Correggio loved the light for his own sake and was rewarded for his love, because it was the art of transmitting light that elevated him above all modern masters. He was able to express the mysterious silence and gentle coolness of early morning and late evening hours as well as others.
The great dignity inherent in his works and in which he did not have rivals remains a fascinating light that permeates in the very shadows and makes them transparent. This art of chiaroscuro, together with an inimitable ability to convey the sensual charm of a young life, gave Correggio a place in a small number of luminaries of the first magnitude on the horizon of Italian art. Nobody could surpass Correggio and in the understanding of light contrasts, as we see it in the large altar image of “The Worship of the Shepherds”, called “Night”. Just at the time when Maria, Joseph’s wife, was about to give birth, “it was the command of Caesar Augustus to make a census across the land.” And they all went to register, each in his own city.
Joseph also went from Galilee, from the city of Nazareth, to Judea, to the city of David, called Bethlehem, because he was from the house and family of David, to make an appointment with Mary, betrothed to him by his wife, who was pregnant. When they were there, it was time to give birth to Her, and she gave birth to the Son of her Firstborn, and wrapped Him in swaddling clothes, and put Him in a nursery, because there was no room for them in the hotel. In that country there were shepherds on the field. Suddenly the angel of the Lord appeared to them and said: I announce to you the great joy that will be to all people, for today the Savior, who is Christ the Lord, was born; and here is a sign to you: you will find the Infant in swaddling clothes lying in a manger. And the shepherds, hastening, came and found Mary and Joseph, and the Infant lying in the manger. Seeing the same, told others about the Infant Samm. “” Nativity “is Correggio’s most famous work,
Ordered in October 1522 and finished at the end of the decade, this composition is the first in European painting a monumental work depicting the night scene and at the same time an ideal pair for another picture of Correggio, also created for the private chapel a few years earlier – “The Madonna with Saint Jerome” more often called the “Day”. The dazzling light comes from the divine Infant lying on the coarse bed. The light is melting on Maria’s face, with her mother’s tenderness embracing her son. Everything that happens around is built on a game of gestures – the shepherds, reverently bowed at the sight of a miracle, St. Joseph, who draws a leaning donkey, angels appearing on a cloud that slowly floats into a picture, starting to fill its space with eyes.
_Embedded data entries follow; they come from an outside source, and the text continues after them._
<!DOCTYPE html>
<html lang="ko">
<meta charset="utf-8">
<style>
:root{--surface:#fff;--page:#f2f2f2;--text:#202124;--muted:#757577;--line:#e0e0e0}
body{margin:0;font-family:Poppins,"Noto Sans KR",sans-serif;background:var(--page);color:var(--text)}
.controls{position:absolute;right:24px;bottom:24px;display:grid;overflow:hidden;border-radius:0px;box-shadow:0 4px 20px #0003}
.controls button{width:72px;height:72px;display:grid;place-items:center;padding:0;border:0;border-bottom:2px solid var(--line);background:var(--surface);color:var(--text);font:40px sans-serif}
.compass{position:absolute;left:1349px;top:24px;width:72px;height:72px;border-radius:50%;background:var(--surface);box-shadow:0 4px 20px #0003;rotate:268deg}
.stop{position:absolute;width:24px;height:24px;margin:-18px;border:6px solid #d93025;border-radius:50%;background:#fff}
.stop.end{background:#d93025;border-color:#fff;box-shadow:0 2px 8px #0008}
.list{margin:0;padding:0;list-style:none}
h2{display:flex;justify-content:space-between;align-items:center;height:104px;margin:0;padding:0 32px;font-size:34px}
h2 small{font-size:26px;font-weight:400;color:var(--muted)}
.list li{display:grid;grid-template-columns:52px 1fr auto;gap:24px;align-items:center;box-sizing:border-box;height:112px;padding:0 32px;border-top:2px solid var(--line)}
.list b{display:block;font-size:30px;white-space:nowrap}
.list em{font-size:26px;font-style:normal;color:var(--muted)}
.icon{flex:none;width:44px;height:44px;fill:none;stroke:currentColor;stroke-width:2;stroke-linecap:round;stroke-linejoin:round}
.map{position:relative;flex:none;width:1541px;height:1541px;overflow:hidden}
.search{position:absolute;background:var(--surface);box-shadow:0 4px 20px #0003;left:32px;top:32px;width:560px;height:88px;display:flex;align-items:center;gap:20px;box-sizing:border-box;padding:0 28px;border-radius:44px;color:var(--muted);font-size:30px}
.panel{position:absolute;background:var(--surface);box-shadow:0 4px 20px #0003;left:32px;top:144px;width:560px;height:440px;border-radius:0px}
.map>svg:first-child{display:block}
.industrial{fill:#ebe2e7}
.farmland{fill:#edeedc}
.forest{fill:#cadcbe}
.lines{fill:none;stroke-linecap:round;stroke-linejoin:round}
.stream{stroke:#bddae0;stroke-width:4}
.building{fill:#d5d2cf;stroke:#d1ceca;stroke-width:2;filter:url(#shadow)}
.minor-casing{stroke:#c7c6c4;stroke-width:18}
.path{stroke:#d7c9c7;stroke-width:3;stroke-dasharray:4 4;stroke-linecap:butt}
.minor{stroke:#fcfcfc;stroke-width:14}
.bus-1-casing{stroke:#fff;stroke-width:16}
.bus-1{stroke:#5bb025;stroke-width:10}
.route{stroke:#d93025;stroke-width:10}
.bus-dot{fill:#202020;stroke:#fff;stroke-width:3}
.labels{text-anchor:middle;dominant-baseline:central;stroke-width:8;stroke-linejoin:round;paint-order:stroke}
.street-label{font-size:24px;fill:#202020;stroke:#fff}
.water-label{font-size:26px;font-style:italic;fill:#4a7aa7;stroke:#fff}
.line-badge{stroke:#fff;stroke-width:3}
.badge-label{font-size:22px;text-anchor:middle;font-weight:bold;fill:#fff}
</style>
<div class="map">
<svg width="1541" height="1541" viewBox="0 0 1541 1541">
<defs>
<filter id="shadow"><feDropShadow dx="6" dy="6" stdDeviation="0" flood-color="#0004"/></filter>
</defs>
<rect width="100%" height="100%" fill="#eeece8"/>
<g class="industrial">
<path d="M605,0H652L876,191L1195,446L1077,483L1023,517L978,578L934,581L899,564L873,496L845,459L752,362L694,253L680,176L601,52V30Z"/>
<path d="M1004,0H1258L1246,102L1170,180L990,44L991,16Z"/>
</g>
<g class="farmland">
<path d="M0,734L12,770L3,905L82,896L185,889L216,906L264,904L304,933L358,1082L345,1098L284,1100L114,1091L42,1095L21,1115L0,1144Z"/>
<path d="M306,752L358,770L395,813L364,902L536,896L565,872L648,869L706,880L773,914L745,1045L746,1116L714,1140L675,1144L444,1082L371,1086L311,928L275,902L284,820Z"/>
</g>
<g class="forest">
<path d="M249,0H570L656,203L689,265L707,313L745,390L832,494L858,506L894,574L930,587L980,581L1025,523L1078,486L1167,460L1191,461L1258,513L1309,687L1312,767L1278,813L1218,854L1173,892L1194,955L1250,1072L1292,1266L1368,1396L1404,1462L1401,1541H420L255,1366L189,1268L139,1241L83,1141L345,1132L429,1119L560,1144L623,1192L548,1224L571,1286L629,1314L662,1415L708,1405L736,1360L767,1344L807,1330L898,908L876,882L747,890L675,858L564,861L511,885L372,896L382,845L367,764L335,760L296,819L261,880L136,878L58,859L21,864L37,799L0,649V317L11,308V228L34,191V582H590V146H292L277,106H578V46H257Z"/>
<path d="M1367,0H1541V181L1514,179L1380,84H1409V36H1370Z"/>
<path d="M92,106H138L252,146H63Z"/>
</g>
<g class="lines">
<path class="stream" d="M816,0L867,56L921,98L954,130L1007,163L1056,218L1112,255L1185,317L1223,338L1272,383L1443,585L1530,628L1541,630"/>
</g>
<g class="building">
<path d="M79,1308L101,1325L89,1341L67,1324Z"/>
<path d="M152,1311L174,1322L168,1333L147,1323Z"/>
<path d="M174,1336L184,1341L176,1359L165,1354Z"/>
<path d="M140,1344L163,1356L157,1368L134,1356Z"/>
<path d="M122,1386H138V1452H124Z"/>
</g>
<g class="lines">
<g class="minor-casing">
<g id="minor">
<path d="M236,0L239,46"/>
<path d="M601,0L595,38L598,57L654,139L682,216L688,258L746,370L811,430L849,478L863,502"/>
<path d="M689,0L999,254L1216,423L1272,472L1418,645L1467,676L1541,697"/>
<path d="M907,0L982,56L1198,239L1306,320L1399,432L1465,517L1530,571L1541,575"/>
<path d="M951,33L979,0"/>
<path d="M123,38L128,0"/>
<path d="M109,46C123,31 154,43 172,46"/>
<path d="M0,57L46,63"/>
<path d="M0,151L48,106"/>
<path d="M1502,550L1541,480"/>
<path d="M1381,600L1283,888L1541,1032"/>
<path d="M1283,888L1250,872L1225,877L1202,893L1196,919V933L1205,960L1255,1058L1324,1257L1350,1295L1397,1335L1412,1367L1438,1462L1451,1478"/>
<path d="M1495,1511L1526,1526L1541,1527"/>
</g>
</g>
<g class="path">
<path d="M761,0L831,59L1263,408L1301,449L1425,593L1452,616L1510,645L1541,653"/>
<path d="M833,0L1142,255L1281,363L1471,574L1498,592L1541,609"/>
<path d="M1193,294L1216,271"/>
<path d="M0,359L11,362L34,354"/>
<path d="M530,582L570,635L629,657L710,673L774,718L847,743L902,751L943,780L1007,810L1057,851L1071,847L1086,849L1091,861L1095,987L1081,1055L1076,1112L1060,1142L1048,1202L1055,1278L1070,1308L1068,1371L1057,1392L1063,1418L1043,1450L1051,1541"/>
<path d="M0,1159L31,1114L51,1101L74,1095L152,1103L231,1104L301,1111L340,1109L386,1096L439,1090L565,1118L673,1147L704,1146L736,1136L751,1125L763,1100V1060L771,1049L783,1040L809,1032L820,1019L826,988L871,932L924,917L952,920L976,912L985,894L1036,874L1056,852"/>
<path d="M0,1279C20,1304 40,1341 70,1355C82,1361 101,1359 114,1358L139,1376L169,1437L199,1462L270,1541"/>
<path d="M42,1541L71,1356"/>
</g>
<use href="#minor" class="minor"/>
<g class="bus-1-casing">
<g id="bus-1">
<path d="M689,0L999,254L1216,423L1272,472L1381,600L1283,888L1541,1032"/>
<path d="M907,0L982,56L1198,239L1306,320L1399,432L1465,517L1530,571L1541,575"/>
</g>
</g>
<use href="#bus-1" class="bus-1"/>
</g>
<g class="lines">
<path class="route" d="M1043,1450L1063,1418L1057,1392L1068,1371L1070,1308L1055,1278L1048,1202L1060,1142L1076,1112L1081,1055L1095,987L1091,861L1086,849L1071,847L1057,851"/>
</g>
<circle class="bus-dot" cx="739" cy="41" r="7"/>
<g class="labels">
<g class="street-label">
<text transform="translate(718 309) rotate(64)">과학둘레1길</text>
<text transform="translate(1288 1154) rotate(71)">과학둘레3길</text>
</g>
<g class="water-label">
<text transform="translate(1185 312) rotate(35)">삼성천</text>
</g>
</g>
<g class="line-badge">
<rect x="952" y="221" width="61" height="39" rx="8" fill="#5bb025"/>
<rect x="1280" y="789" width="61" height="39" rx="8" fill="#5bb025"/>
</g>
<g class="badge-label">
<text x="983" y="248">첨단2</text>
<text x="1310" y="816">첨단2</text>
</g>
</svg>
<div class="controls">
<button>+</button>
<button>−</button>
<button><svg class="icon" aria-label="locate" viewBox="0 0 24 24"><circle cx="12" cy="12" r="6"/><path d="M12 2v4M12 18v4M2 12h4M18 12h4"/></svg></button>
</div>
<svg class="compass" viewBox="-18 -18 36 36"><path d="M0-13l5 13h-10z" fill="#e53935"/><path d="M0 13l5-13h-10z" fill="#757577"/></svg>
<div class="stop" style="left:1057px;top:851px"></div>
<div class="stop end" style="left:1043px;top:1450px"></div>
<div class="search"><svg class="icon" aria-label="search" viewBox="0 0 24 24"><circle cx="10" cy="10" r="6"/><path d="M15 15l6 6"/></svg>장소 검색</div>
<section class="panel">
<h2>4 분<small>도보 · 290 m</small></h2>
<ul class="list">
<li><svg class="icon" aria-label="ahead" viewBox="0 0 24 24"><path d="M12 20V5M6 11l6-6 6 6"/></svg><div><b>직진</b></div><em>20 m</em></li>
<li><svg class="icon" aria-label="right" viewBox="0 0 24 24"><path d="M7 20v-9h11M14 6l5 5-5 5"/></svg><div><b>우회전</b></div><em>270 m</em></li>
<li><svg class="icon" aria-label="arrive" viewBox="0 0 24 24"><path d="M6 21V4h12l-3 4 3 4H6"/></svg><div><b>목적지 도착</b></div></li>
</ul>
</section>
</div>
Moonlight, muffling the tonality of the colorful scale, does not deprive the color of a certain sonority, but deep and contrastive chiaroscience mysteriously increases, rounds the forms, snatching out individual figures from the darkness of the night and smoothing the glossy leaves of the bush in the foreground. “Christmas” – one of the very first “night scenes” in Italian art. It was preceded only by Raphael’s fresco, “The Emancipation of the Apostle Peter from the Dungeon,” where the element of the miracle was emphasized, while Correggio, with the help of a magnificent possession of the cut-off effects, creates the illusion of real night illumination. It was in connection with “Night” that Stendhal wrote about the “special radiance of Correggio’s paintings.”